David Able, a successful solution provider entrepreneur who founded virtualization superstar LogicsOne, is taking a job as a managing partner and chief operating officer of Edge Solutions.
Able, who sold LogicsOne to national solution provider GreenPages five years ago, said he made the decision to join Alpharetta, Ga.-based Edge because of the "great people" and "phenomenal culture" of the 10-year-old CRN Tech Elite 250 award winner.
"Edge has a great soul," said Able, noting the end of his non-compete clause opened an opportunity to get back in the solution provider game alongside Edge co-founders Julie and Michael Haley. "I pride myself on good people bring good business. That was the primary decision behind joining Edge."
Able, who is coming off a consulting engagement helping $11 billion telecom giant Cox Communications build out its cloud strategy, said his goal is nothing short of driving the transformation of Edge into a "next-generation" systems integrator for the cloud era with specialized technologies aimed at reducing customer complexity.
"I am going to bring boutique quality services to the enterprise with the focused company structure like I had at LogicsOne," he said. "I want to enhance the offerings to include specialized technologies that deal with the cloud to reduce complexity for all customers. There is a tremendous amount of complexity that is making it hard for customers to decide what to do."
The 48-year-old entrepreneur, who built LogicsOne into what was widely considered the best VMware partner in the business, said the tactical transformation of Edge will require a no-holds-barred focus on "business value" rather than selling products, said Able.
"Everybody is talking about cloud and transformation—I am going to actually focus on the actual tactical plans and implementations to truly help people as opposed to just talking strategy," he said. "Our goal is to be the people they come to to implement and make things happen dealing with the people and process issues."
Able, who has taken on a number of high-profile management consulting engagements in the Southeast over the past two decades, said his wide-ranging technology contacts will open the door for him to bring in other "entrepreneurs" that are part of the "Southeast ecosystem" to help drive big competitive advantages for customers.

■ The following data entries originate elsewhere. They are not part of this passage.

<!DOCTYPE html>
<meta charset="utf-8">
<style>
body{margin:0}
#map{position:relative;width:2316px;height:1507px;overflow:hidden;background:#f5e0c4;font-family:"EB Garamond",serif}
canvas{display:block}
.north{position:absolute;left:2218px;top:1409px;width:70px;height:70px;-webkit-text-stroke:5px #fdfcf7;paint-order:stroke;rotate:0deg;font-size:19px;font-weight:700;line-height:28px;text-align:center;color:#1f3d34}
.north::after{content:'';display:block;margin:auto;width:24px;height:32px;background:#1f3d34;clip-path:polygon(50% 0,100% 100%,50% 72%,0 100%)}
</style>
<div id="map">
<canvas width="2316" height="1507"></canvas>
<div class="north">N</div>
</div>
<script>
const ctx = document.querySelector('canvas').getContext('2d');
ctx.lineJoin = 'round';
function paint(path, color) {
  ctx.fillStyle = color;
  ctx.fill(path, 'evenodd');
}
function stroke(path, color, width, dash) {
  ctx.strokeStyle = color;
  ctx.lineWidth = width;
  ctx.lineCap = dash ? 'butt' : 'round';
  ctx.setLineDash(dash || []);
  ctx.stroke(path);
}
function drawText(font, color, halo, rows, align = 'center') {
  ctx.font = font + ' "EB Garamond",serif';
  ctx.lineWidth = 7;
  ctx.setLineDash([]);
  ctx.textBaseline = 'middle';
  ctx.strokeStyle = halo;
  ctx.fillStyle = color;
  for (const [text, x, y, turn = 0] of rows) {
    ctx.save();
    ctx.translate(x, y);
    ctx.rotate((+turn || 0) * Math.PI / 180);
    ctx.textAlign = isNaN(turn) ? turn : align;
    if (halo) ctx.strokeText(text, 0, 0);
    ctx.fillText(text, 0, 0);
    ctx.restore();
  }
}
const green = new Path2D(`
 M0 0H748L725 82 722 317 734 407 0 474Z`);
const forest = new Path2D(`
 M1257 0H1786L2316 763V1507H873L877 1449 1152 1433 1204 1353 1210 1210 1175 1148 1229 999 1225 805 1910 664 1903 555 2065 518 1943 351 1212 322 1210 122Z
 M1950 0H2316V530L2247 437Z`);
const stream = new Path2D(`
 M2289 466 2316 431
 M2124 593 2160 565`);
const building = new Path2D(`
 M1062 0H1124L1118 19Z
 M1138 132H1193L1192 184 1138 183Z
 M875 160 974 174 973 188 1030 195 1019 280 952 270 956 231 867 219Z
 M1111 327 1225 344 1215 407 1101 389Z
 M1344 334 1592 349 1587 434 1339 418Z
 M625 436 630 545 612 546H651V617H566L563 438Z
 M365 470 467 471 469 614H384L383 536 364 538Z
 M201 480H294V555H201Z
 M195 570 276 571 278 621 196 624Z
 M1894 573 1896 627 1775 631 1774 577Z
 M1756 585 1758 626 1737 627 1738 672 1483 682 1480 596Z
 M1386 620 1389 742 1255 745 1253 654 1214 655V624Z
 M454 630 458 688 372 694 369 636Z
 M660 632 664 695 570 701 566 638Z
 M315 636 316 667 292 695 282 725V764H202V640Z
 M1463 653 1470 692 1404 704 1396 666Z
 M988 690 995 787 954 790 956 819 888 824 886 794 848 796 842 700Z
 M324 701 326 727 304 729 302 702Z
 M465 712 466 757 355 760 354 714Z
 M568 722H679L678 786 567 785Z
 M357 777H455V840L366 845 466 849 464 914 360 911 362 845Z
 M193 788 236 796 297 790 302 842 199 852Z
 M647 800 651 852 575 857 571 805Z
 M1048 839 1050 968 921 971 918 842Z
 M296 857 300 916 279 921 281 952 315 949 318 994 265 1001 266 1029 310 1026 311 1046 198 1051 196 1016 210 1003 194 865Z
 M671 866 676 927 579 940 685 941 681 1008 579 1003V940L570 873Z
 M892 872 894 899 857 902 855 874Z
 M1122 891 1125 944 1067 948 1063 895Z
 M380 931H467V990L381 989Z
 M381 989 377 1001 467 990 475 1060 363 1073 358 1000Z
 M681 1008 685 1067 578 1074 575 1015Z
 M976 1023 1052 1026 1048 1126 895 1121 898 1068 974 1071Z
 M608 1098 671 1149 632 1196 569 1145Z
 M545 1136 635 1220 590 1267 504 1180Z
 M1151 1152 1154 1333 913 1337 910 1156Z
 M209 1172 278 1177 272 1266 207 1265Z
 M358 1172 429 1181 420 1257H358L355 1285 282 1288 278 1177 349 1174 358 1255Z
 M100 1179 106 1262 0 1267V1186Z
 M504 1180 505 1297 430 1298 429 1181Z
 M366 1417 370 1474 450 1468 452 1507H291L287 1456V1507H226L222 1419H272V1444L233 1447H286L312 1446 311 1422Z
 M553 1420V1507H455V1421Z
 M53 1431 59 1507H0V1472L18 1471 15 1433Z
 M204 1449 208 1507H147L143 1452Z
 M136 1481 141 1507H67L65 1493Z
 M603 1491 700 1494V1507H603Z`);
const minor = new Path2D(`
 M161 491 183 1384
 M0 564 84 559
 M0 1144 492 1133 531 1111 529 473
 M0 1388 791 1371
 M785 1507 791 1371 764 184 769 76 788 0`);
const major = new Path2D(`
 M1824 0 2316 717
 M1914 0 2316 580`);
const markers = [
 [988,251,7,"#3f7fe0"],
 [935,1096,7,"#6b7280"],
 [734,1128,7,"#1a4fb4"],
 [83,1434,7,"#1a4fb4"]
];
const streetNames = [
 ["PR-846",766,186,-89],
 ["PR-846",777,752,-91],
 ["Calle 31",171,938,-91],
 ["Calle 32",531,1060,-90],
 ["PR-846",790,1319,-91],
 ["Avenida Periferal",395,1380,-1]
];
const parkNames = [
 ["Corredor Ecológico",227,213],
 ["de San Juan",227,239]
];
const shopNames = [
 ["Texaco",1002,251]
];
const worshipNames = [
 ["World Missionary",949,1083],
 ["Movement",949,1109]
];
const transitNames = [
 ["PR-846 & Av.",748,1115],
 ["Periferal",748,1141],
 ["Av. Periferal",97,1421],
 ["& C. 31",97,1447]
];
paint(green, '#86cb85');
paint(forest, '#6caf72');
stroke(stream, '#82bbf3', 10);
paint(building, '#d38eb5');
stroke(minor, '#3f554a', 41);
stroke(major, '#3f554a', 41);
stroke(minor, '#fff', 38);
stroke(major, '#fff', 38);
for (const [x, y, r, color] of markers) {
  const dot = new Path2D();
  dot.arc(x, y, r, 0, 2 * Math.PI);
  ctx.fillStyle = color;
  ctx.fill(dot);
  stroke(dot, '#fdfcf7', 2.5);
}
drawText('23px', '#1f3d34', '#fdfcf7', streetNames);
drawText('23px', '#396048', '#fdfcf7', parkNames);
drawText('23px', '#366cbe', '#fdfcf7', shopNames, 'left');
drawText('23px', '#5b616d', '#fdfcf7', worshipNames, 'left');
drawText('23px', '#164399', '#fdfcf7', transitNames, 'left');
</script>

"These are people I can bring to customers that they would probably not be able to get to otherwise," he said. "That is one of the reasons why Edge saw my involvement as key to bringing them into the cloud era."
Able, who also was a cofounder of Windward Technology Group, which was sold to hospitality solution provider Eltrax Systems, in 1999, said over the next six months he is going to line up the "skills and talent" to power the Edge transformation. "I am going to partner with the best-of-breed-focused companies in the Southeast and bring those teams together so we can build an offering list that no other company can," he said.

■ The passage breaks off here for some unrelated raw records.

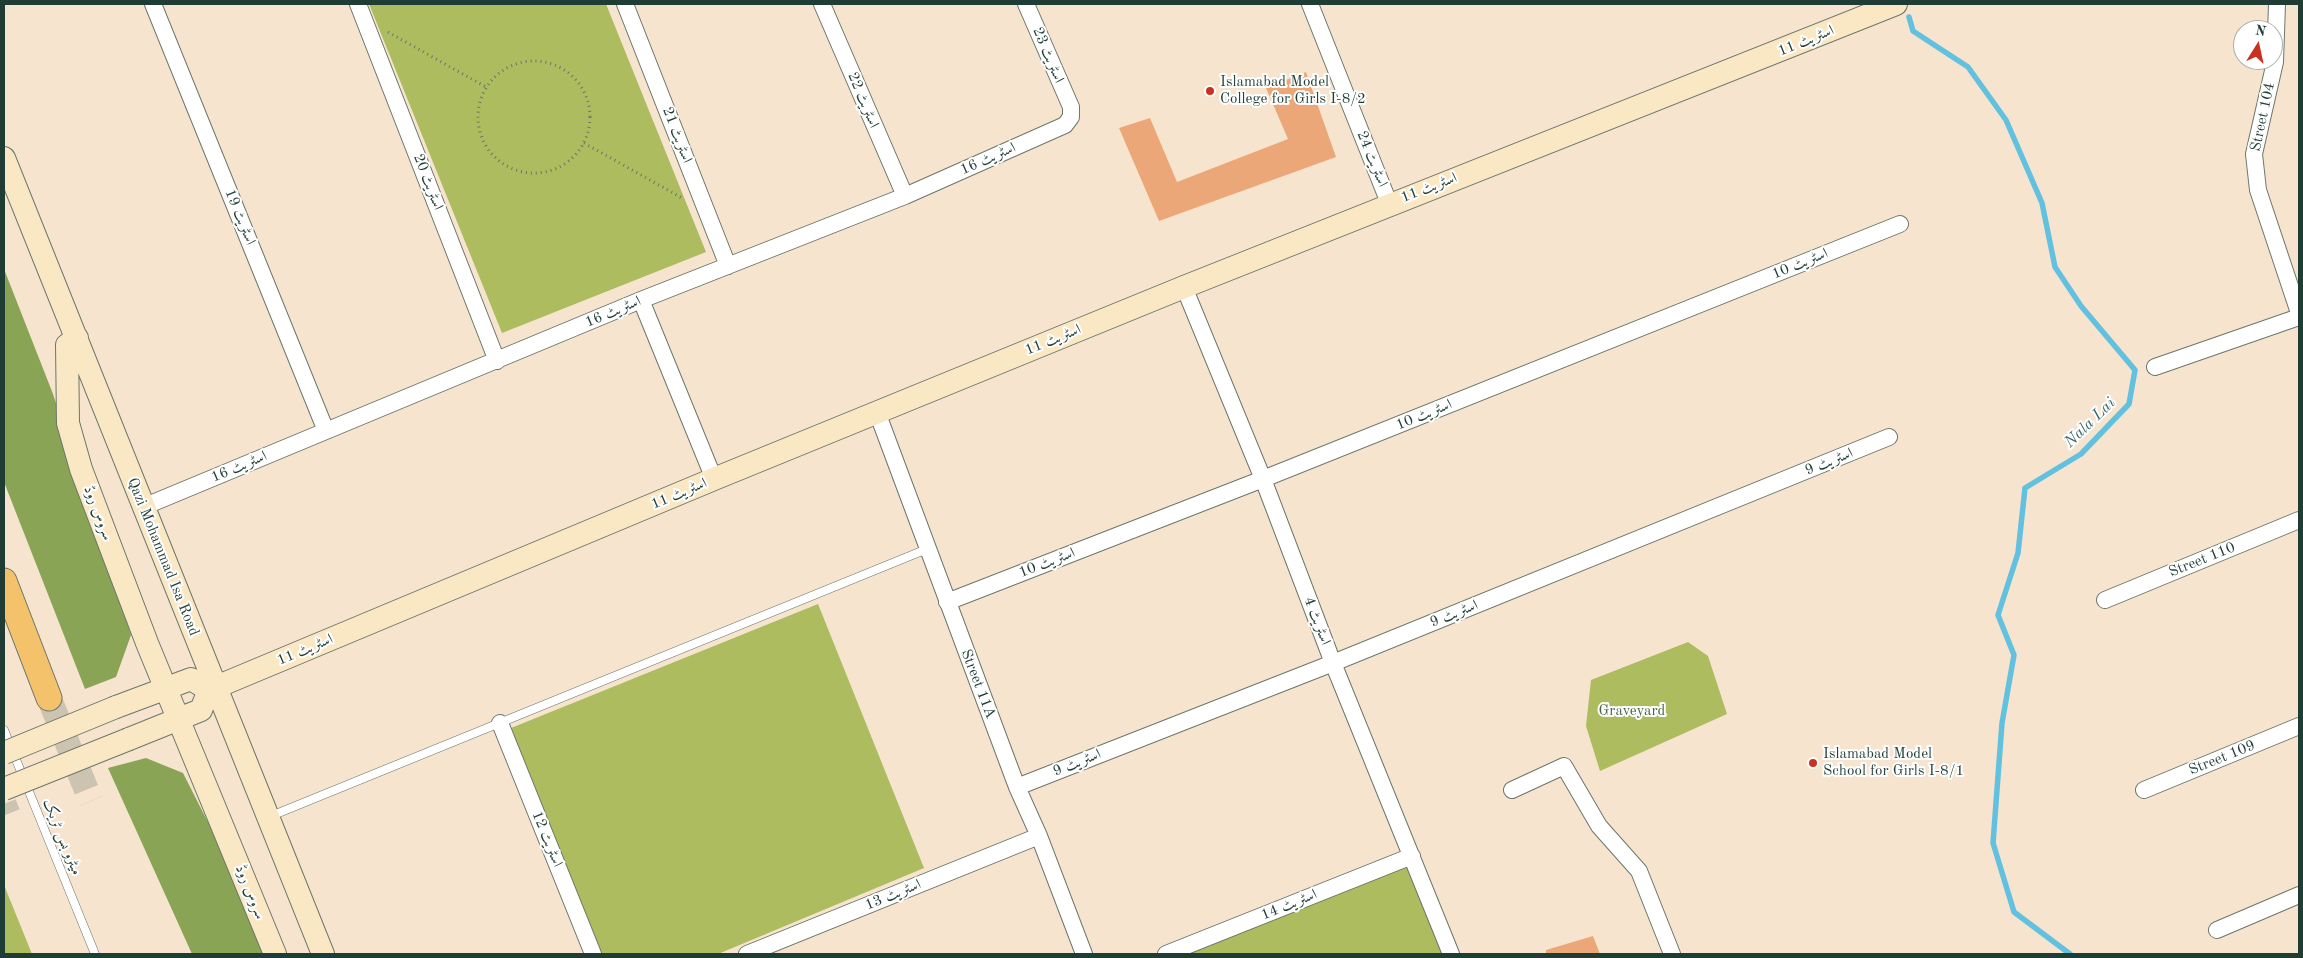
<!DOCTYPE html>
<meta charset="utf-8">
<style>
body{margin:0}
#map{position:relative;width:2303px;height:958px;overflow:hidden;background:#f7e4cf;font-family:"Old Standard TT",serif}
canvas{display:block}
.frame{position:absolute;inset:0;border:5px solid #1f3d34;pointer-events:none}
.north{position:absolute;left:2233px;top:20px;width:50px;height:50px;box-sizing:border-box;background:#fff;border:1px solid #a5b1ae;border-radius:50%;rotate:10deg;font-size:14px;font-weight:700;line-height:20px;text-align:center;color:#1f3d34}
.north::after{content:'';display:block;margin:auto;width:18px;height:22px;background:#c8321e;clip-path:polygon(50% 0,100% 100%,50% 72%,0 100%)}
</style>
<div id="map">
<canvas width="2303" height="958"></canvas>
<div class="frame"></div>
<div class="north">N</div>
</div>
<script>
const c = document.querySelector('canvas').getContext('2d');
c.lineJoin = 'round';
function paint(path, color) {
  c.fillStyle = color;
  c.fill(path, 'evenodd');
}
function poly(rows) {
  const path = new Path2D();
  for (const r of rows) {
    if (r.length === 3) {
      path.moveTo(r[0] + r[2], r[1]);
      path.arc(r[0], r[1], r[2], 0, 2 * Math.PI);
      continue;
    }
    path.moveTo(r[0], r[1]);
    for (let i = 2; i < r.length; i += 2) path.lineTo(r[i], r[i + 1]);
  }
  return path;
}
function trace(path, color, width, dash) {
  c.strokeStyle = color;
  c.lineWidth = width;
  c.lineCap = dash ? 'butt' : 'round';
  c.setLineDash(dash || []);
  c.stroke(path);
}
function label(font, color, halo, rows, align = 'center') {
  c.font = font + ' "Old Standard TT",Amiri,serif';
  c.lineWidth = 4;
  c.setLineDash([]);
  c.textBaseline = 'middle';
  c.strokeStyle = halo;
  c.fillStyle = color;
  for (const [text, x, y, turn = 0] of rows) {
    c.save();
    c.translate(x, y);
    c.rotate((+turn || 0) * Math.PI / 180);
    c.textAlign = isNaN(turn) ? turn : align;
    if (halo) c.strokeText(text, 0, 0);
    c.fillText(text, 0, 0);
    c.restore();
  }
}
paint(poly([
 [369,4,606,4,706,252,502,333],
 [818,604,924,868,718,954,600,954,511,728],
 [1688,642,1708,656,1727,714,1600,771,1586,726,1591,680],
 [1412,856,1451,954,1166,954],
 [4,885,32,954,4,954]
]), '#acbc5e');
paint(poly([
 [4,269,53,394,131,635,116,677,85,689,4,482],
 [146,758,183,773,216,838,264,954,192,954,108,768]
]), '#89a455');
trace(poly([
 [1909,17,1913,31,1968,67,2006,120,2042,203,2055,267,2081,306,2135,370,2129,404,2081,454,2025,488,2018,553,1998,615,2014,655,2002,723,1993,843,2014,912,2070,954]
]), '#61c1df', 5.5);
paint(poly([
 [1306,72,1336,157,1159,221,1119,128,1150,118,1177,182,1288,139,1266,88],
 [1593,936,1600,954,1546,954,1546,950]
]), '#eca778');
trace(poly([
 [49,698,91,801],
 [4,804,8,814]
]), '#ccc3b0', 25, [25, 12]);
const lane = poly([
 [4,730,95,954],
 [271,816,927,549]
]);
const street = poly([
 [153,4,326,431],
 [358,4,497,361],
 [625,4,728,266],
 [822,4,905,196],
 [1310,4,1389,203],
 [2277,4,2275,62,2254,154,2258,190,2299,313],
 [1184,287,1263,479,1333,663,1451,954],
 [641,300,714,479],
 [2155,367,2299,317],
 [877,412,1017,787,1039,836,1084,954],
 [143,507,641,300,905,196,1065,125,1071,117,1071,107,1026,4],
 [2105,600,2299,520],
 [947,602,1263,479,1900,224],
 [500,723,593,954],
 [1017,787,1333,663,1889,437],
 [1512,790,1564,766,1599,826,1639,871,1672,954],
 [2144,790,2299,726],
 [2217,930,2299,895],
 [747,954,1039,836],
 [1166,954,1412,856]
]);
const secondary = poly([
 [4,158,323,954],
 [77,338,67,345,68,423,81,469,147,643,275,954],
 [209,690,714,479,1184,287,1896,4],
 [116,707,191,679,209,690],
 [129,739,201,710,209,690]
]);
const primary = poly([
 [4,581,49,698]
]);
trace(lane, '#6b776a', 9);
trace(street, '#6b776a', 18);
trace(secondary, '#6b776a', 24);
trace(primary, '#6b776a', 27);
trace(poly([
 [388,32,486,87],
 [534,117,56],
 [584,143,682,198]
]), '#6b776a', 3, [1, 4]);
trace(lane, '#fff', 8);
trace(street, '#fff', 16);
trace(secondary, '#fae7c3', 22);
trace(primary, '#f3c26a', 25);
const secondaryBridge = poly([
 [4,753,116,707],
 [4,789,129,739]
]);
trace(secondaryBridge, '#6b776a', 24, []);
trace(secondaryBridge, '#fae7c3', 22);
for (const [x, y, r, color] of [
 [1210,91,5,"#c8321e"],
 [1813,763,5,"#c8321e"]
]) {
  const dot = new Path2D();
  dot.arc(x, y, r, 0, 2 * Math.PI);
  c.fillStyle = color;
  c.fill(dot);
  trace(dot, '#fff', 2);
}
label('15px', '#1f3d34', '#fff', [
 ["اسٹریٹ 11",1806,41,-22],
 ["اسٹریٹ 23",1048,55,67],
 ["اسٹریٹ 22",863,100,67],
 ["Street 104",2263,117,-78],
 ["اسٹریٹ 21",677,135,69],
 ["اسٹریٹ 16",988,159,-24],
 ["اسٹریٹ 24",1372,159,68],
 ["اسٹریٹ 20",428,182,69],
 ["اسٹریٹ 11",1429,188,-21],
 ["اسٹریٹ 19",240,217,68],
 ["اسٹریٹ 10",1800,264,-22],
 ["اسٹریٹ 16",613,312,-23],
 ["اسٹریٹ 11",1053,340,-22],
 ["اسٹریٹ 10",1424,415,-22],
 ["اسٹریٹ 9",1829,462,-22],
 ["اسٹریٹ 16",239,467,-23],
 ["اسٹریٹ 11",679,494,-23],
 ["سروس روڈ",98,513,69],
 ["Qazi Mohammad Isa Road",163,557,68],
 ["Street 110",2202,560,-22],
 ["اسٹریٹ 10",1047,563,-21],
 ["اسٹریٹ 9",1454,614,-22],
 ["اسٹریٹ 4",1317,621,69],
 ["اسٹریٹ 11",305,650,-23],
 ["Street 11A",978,684,69],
 ["Street 109",2222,758,-22],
 ["اسٹریٹ 9",1077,763,-22],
 ["میٹرو بس ٹریک",62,837,68],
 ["اسٹریٹ 12",547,839,68],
 ["سروس روڈ",250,892,68],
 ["اسٹریٹ 13",893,895,-22],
 ["اسٹریٹ 14",1289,905,-22]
]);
label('15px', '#1f3d34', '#fff', [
 ["Islamabad Model",1220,82],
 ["College for Girls I-8/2",1220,99],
 ["Islamabad Model",1823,754],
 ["School for Girls I-8/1",1823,771]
], 'left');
label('15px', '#496341', '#fff', [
 ["Graveyard",1632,711]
]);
label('italic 16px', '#336567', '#fff', [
 ["Nala Lai",2090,423,-44]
]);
</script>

Able said he aims to leverage both existing vendor partner relationships and embrace new technologies including red-hot software automation and provisioning technologies like Ansible, Puppet and Chef.
"To be able to support the hybrid cloud model that most companies are going to end up going to, you have to be in the actual automation business including software-defined networking," he said.
The hybrid cloud era necessitates a different approach than the strategy he employed at LogicsOne, said Able.
"If anybody tells you they can ride one horse into the cloud they don't understand the market," he said. "When I built LogicsOne, VMware was a game-changing technology that actually customers needed to make that change. Today there is no one technology somebody can hold on to that is going to make cloud viable and easy and the ROI simple. That is not possible anymore. That is why a lot of VARs are having trouble. I believe the value of partners is to focus on the business problem and, based on the business problem, bring the right products to bear."
The solution provider landscape, in fact, has shifted dramatically from a market in which customers were looking for specific products to a focus on driving business value, said Able.
"It is our responsibility to go into an account and actually figure out how we help them maximize their profitability," he said. "If we do that we become in a cliché term a partner. I want to become a friend."
Able said one of the reasons he joined Edge was because of the company's ability to deliver new technologies to customers. "Edge is phenomenal in its ability to do what they say they are going to do and do what they say," he said. "I am really proud of joining this team."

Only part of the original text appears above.